[Collected data entries]
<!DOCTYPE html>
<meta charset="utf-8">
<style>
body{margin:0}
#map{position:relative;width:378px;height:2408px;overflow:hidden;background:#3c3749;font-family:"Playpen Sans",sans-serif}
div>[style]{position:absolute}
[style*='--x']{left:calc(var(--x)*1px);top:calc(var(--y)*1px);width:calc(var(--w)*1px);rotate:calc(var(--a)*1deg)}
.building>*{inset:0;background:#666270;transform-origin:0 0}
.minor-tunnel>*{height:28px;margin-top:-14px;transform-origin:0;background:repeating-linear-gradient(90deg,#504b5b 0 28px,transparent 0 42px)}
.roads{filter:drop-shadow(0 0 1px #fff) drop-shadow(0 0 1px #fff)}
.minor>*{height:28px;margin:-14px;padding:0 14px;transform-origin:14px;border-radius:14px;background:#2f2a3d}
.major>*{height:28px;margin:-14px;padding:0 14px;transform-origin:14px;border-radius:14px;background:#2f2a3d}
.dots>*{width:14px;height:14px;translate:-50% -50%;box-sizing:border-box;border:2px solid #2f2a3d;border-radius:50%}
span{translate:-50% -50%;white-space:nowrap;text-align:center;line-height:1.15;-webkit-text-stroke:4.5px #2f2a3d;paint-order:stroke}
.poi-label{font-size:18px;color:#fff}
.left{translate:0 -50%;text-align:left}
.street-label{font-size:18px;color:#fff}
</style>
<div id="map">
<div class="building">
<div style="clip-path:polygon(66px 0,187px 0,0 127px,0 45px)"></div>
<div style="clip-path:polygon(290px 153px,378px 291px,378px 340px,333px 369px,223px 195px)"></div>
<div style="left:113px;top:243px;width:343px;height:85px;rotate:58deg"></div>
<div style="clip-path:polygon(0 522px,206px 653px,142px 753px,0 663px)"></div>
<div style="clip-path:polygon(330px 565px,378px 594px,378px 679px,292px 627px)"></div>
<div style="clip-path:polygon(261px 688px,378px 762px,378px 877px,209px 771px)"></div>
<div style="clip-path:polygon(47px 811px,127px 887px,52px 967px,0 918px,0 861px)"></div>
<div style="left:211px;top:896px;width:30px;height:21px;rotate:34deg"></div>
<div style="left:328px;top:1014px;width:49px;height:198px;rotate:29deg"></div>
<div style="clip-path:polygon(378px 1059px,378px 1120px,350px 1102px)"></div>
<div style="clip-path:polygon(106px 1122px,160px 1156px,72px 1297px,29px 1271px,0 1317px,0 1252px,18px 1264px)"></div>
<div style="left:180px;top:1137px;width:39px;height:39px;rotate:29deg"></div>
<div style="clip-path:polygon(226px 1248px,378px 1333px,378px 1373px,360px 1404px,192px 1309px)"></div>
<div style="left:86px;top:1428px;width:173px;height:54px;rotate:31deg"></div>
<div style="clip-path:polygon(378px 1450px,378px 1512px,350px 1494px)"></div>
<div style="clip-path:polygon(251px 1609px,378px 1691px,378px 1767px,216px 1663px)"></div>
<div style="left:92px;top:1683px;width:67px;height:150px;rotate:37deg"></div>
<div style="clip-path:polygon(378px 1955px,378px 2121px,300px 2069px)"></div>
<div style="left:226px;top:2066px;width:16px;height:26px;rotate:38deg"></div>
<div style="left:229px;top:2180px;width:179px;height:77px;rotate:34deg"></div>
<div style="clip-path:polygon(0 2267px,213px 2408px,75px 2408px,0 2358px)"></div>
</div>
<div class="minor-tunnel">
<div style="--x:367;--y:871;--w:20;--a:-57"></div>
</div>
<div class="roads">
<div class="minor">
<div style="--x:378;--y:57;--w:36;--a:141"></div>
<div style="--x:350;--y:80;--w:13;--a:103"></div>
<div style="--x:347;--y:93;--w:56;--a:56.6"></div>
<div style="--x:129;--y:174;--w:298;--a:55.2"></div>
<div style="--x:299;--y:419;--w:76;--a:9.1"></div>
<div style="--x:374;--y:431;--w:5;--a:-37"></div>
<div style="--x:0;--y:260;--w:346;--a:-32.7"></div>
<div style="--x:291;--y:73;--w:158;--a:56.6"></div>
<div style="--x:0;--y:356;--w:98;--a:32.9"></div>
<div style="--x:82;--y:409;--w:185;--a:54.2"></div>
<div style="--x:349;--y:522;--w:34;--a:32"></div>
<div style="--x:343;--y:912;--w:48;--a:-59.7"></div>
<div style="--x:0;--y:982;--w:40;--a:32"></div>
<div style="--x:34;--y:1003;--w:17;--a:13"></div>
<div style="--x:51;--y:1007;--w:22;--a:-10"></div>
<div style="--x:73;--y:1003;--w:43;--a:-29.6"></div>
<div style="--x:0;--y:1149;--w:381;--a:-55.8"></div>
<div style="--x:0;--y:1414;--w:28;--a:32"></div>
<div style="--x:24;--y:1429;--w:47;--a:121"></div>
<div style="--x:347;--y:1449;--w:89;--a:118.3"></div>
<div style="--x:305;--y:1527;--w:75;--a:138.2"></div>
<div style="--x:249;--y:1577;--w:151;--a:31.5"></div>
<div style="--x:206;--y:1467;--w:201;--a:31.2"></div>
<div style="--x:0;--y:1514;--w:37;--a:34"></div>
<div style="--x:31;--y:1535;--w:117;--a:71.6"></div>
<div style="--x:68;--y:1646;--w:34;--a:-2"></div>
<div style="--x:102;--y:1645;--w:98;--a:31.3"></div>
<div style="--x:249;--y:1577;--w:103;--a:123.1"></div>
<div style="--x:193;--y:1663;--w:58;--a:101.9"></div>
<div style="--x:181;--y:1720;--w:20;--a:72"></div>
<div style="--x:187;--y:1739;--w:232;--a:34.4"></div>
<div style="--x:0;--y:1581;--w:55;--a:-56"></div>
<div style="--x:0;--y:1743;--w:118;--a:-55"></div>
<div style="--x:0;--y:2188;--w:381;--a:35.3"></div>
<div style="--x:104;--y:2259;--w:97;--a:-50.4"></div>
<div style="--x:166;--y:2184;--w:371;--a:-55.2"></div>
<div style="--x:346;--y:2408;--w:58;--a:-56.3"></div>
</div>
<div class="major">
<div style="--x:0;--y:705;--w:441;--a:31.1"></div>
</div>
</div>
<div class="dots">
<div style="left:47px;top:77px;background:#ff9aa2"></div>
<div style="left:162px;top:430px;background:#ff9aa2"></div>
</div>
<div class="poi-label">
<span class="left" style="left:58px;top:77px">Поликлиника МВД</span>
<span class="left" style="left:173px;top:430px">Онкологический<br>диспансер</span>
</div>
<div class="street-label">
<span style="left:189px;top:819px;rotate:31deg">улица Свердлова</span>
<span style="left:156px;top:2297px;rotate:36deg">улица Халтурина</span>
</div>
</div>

What needs to be done:
Among the records, find the lines that contain "position" and copy each of them.

Answer to the exercise:
#map{position:relative;width:378px;height:2408px;overflow:hidden;background:#3c3749;font-family:"Playpen Sans",sans-serif}
div>[style]{position:absolute}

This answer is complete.